Paper No. 33-1
Presentation Time: 1:30 PM
THE FORMATION OF THE JULES SOIL AND ITS IMPLICATIONS FOR THE LAST GLACIAL MAXIMUM CLIMATE OF WEST-CENTRAL ILLINOIS
Thick loess deposits (Peoria Silt) east of the Illinois Valley in Illinois, can be used to help reconstruct last glacial maximum (LGM) sedimentation, climate, and ecological history in western Illinois. We selected two sites along the Illinois River Valley that contain thick deposits of Peoria Silt (>8 m), well preserved gastropod fossils, and the Jules Geosol. The New Cottonwood School section (40° 1'25.0" N, 90°17'25.6" W) is 200 m east of the type section of the Jules Geosol and has an exposure of the top 5 m of Peoria Silt; Thomas Quarry (39°31'12.2" N, 90°30'57.9" W), 8 m of Peoria Silt. The Jules Geosol is exposed at both sites with common features such as finer grain size, increased organic matter, and a more cohesive and stronger crumbly structure relative to adjacent loess. Here we present an environmental reconstruction of the region as well as a conceptual model for observed variability in deposition rates. Based on gastropod shell dating, deposition of Peoria Silt occurred episodically between 30,000 and 17,000 cal yr BP, and formation of the Jules Geosol occurred between 23,735 ± 295 and 21,960 ± 275 cal yr BP. An age model constructed from 13 radiocarbon dates indicates that the upper and middle Peoria were both deposited at 1.2 mm/yr while the cumulic Jules Geosol, which separates these two informal units, formed at 0.4 mm/yr.
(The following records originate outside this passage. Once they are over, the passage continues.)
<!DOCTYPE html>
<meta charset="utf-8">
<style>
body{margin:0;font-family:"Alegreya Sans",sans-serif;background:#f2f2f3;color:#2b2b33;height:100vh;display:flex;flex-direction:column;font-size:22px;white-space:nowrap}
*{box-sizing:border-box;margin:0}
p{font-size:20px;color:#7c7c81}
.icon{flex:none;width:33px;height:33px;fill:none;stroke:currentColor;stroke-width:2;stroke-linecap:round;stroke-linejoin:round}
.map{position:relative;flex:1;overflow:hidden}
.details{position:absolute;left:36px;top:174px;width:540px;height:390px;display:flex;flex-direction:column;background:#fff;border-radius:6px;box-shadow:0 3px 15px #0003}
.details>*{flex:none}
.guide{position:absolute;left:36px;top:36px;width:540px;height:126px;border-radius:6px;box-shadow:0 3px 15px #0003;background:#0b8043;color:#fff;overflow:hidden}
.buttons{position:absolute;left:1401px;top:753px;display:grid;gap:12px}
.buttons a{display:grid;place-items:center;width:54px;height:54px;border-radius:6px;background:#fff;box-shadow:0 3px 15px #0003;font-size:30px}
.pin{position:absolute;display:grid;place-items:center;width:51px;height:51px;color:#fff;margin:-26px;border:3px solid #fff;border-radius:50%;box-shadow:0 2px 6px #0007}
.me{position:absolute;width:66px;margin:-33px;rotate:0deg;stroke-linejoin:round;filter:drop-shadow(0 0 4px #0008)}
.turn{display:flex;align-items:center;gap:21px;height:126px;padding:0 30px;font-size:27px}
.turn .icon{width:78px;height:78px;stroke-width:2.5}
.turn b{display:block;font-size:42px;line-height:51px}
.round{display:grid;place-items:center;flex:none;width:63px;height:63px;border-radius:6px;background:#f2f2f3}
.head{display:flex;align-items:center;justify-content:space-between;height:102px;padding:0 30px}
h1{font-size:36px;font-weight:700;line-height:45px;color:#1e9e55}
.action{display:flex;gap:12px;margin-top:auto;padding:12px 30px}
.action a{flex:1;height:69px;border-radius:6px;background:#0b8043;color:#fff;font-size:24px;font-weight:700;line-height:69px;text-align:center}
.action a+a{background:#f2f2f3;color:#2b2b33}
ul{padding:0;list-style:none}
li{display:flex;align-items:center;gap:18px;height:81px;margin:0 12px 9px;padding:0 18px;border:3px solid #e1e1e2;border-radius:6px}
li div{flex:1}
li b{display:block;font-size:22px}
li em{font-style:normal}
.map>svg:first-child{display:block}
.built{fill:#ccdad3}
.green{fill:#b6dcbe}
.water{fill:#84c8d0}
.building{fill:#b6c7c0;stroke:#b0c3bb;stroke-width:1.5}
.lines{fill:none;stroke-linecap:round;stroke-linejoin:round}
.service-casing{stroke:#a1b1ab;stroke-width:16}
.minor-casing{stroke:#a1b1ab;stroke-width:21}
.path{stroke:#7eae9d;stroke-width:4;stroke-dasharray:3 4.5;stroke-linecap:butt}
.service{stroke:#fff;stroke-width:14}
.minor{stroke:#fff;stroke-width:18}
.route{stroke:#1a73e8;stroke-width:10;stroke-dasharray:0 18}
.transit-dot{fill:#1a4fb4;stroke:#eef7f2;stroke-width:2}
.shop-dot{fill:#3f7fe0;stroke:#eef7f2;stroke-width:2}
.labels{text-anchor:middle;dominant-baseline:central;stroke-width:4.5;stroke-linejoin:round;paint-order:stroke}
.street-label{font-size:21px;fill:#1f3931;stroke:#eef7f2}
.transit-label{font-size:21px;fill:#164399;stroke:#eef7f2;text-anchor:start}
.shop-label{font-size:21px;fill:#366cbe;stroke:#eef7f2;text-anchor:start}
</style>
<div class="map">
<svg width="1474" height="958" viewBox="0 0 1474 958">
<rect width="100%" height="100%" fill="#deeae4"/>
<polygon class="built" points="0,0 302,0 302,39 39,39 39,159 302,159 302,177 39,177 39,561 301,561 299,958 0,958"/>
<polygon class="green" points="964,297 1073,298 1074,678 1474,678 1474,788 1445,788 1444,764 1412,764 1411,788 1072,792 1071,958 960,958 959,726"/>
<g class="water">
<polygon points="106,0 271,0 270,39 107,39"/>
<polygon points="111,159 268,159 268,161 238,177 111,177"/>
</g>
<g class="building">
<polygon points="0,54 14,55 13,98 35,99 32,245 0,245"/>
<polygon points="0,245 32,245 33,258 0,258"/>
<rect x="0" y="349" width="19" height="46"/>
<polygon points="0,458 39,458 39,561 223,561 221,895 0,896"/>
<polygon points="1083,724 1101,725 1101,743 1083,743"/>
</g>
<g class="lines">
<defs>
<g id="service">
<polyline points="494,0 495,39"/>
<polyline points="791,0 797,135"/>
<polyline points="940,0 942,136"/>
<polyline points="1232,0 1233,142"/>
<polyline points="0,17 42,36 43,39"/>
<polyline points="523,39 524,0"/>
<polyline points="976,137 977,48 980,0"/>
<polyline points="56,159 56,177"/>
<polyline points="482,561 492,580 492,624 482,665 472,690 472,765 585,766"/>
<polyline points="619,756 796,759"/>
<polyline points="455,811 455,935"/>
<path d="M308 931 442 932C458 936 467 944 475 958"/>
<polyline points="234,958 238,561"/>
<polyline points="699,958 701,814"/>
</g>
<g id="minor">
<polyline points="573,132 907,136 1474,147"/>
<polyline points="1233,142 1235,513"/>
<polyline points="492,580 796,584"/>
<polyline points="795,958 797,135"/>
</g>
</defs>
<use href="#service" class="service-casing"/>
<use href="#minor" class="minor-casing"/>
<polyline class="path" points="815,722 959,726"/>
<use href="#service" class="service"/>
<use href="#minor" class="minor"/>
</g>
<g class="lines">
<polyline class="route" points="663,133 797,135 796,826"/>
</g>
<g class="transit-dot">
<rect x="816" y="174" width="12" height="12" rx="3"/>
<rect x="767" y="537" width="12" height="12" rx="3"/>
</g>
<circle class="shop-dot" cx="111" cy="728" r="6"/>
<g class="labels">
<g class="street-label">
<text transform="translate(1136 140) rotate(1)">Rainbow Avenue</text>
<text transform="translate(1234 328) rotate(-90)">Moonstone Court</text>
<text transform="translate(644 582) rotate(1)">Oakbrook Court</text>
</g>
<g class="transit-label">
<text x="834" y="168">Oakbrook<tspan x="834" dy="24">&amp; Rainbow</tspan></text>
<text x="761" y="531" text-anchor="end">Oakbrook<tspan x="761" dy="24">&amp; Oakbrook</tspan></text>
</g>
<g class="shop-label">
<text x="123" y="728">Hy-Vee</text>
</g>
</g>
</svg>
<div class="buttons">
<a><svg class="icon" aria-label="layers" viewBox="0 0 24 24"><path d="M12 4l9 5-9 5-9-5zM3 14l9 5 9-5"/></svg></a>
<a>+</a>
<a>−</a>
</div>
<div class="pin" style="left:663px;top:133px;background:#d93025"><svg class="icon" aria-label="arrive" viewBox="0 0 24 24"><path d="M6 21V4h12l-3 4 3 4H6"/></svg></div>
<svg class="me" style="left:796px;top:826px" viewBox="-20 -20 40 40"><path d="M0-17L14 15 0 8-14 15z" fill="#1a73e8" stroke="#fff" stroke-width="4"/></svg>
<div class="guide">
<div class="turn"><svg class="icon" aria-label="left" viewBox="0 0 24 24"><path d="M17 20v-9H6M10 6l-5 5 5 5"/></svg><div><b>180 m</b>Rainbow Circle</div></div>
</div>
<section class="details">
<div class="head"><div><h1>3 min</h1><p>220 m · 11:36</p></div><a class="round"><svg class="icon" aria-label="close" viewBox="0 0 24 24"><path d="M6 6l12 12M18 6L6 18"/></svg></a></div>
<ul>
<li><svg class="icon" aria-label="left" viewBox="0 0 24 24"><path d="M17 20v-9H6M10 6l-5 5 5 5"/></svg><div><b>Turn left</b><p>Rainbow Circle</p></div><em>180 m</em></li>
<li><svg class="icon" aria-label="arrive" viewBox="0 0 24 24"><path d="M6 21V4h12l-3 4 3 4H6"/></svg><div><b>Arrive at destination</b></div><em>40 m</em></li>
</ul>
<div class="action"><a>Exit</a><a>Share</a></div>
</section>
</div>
The correlation between loess deposition rate and Lake Michigan Lobe moraine formation indicates that loess accumulated in concert with ice advances, likely because more silt was produced and available for entrainment by wind. We hypothesize that the Jules Geosol formed because of a decrease in loess deposition due to the stagnation of ice after the maximum glacial advance. This study also seeks to understand the climatic conditions during Jules Geosol formation. Time series of grain size, magnetic susceptibility, and clay mineralogy indicate sedimentological changes that varied in concert with changes in sedimentation rates of Peoria Silt. Time series of δ18O and δ13C of gastropod shell carbonate do not suggest strong climatic or vegetation changes in western Illinois around the maximum extent of the Wisconsin Episode glaciers. The gastropod fossil assemblage from both sites also indicate the region remained forested throughout the deposition of Peoria Silt.